DATA EXTRACTS.
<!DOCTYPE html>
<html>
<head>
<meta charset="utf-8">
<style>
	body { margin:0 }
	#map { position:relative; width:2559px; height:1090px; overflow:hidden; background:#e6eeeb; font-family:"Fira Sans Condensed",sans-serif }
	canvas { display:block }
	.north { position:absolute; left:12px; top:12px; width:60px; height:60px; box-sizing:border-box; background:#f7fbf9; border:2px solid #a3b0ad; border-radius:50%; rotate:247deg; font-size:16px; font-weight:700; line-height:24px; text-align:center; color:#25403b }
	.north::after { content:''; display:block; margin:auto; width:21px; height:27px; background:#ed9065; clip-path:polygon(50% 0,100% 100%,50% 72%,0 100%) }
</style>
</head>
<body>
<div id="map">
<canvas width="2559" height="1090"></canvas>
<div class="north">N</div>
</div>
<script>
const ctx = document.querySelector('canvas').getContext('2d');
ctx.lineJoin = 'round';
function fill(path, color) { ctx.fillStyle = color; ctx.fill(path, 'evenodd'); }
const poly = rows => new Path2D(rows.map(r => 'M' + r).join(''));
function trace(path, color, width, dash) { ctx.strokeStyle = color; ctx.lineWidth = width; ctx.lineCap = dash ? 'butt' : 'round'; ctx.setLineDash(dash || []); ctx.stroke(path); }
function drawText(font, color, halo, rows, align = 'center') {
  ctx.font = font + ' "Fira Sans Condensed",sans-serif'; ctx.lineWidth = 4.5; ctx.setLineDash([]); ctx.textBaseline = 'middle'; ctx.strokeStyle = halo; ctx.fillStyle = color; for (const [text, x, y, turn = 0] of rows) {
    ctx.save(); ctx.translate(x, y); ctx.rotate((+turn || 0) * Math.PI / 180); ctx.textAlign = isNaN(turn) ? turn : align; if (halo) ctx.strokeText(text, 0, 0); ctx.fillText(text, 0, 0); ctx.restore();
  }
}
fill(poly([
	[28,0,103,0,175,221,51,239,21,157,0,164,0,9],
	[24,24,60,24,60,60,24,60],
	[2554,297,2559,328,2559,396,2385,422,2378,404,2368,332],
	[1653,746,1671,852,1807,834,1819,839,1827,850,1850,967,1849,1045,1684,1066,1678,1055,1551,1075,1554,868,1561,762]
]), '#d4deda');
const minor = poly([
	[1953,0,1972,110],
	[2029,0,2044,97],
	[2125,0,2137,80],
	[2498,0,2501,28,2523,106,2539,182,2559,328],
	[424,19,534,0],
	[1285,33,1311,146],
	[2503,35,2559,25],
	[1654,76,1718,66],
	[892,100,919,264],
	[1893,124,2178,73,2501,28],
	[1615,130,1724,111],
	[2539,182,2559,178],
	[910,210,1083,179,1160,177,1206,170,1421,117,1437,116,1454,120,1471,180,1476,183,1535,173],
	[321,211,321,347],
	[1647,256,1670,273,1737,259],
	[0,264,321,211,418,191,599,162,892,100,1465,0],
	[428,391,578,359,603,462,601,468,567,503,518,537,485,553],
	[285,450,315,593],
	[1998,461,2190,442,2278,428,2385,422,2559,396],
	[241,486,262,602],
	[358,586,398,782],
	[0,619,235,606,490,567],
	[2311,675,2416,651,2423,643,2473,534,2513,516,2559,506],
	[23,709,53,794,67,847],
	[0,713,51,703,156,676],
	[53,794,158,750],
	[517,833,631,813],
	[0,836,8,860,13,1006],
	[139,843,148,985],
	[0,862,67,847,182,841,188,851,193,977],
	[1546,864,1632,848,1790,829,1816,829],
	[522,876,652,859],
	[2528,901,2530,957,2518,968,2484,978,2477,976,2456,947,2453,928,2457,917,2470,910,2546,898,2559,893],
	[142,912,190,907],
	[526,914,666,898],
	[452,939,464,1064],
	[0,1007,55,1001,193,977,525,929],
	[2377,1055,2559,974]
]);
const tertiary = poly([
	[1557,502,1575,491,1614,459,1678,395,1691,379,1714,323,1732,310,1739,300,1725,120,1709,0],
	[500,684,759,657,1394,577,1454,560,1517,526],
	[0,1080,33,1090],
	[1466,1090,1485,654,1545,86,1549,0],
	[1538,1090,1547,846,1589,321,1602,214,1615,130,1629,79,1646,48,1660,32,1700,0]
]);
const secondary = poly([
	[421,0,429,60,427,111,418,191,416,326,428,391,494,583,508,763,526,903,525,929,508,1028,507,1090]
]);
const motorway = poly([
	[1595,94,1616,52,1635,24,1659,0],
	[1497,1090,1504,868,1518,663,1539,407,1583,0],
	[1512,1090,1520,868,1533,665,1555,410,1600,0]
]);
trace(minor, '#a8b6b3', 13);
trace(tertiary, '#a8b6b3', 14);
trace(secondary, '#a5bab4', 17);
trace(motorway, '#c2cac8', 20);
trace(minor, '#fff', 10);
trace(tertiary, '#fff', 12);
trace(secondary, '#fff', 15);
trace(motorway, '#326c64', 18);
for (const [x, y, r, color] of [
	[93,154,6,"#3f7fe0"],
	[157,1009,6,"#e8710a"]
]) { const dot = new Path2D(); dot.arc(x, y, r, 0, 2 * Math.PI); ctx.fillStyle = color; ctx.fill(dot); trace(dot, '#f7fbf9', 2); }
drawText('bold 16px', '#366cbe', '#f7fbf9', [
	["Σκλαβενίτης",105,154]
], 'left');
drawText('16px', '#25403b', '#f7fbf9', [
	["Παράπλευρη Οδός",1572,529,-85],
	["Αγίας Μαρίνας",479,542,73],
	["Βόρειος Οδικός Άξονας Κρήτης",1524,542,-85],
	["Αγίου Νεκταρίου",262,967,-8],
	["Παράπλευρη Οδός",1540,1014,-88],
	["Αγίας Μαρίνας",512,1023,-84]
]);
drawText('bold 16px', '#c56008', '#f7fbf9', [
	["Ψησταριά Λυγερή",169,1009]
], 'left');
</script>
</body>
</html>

* * *

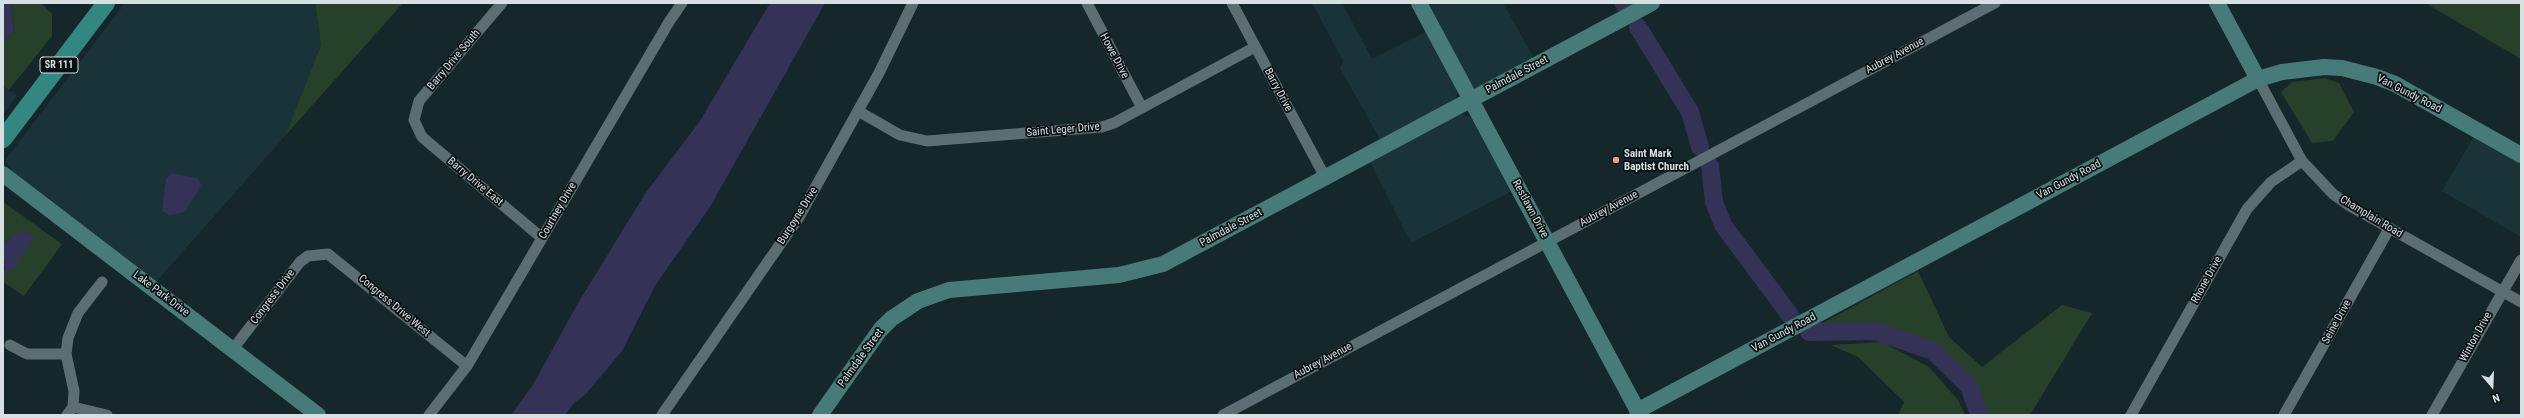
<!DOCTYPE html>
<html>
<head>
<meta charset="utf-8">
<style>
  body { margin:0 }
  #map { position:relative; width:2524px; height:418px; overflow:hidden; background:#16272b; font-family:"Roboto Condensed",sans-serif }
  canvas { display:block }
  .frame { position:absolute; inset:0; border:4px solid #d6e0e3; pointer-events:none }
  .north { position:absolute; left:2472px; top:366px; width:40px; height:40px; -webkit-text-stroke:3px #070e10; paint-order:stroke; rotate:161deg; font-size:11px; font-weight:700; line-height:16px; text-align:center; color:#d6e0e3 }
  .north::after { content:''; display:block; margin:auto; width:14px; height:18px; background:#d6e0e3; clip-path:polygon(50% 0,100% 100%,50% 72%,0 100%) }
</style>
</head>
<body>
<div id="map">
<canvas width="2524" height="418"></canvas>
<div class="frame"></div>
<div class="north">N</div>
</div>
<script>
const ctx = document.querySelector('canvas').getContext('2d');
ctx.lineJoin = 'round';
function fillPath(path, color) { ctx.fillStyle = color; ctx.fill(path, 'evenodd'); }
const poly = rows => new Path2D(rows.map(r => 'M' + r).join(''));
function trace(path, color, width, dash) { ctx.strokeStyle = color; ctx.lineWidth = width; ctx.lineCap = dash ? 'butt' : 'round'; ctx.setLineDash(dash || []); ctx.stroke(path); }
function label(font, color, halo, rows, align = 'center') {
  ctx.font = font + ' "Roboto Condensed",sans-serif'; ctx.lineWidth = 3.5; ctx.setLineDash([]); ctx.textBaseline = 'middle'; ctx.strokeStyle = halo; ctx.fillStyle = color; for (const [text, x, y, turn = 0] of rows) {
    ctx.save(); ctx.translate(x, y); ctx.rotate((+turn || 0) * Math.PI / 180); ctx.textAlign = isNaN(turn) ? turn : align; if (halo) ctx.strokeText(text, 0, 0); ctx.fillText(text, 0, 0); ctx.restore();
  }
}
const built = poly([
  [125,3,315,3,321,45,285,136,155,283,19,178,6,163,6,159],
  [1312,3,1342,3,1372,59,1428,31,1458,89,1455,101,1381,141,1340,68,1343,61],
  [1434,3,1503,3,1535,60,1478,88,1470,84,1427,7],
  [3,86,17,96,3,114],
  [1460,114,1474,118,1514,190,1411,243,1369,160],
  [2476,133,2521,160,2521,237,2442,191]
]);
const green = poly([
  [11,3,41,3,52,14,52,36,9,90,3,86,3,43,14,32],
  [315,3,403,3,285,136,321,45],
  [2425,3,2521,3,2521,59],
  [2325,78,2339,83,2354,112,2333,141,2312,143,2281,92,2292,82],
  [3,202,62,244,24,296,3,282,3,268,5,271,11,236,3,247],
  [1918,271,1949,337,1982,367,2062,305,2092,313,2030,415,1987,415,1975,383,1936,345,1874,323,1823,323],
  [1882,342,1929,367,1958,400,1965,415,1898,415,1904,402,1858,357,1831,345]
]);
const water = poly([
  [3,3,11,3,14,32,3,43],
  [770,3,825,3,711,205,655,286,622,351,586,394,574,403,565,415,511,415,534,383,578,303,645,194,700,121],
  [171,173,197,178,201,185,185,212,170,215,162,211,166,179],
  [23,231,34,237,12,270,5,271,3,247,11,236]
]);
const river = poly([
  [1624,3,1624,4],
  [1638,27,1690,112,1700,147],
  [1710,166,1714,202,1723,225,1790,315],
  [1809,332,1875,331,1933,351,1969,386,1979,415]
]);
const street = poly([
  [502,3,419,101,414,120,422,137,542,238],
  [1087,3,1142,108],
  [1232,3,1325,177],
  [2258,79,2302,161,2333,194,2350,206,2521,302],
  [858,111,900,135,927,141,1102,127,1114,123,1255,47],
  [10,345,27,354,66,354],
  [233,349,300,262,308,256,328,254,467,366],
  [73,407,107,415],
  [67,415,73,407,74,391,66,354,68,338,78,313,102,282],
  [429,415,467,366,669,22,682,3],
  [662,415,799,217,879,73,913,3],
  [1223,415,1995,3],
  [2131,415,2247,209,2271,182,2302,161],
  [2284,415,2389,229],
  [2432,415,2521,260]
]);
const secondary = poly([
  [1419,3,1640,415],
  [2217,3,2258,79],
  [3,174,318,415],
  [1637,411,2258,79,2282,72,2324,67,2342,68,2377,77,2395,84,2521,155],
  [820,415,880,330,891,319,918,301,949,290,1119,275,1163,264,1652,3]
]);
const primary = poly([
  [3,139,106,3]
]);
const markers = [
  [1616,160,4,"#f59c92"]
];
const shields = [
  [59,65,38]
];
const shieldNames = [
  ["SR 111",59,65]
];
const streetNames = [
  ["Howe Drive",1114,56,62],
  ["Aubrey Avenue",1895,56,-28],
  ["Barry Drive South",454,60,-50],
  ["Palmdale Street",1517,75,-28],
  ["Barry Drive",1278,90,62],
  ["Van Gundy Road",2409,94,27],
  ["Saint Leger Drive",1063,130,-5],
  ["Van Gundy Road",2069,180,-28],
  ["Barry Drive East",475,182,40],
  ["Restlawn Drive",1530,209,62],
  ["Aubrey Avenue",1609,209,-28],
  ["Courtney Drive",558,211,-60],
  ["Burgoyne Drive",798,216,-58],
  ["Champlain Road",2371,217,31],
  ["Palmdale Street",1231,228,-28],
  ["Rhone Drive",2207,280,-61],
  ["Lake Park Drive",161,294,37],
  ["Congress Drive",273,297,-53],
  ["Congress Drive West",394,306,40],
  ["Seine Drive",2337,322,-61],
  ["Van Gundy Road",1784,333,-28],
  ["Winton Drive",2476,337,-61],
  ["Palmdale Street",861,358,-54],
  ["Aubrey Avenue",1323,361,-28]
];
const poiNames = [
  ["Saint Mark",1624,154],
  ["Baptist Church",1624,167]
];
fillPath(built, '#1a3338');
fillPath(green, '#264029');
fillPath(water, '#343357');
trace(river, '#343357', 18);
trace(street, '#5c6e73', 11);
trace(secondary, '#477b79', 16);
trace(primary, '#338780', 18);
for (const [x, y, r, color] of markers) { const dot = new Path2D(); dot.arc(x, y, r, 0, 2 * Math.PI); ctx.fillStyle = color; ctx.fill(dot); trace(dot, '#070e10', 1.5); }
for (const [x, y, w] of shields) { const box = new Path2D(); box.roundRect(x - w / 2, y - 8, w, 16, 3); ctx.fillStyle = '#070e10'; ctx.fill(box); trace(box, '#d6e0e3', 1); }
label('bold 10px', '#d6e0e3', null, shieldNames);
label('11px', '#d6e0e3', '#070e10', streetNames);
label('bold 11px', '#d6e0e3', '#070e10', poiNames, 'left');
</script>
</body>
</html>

HOW TO COMPLETE THIS TASK. Take every line from the records that holds "evenodd" and copy it down.

EXPECTED ANSWER.
function fill(path, color) { ctx.fillStyle = color; ctx.fill(path, 'evenodd'); }
function fillPath(path, color) { ctx.fillStyle = color; ctx.fill(path, 'evenodd'); }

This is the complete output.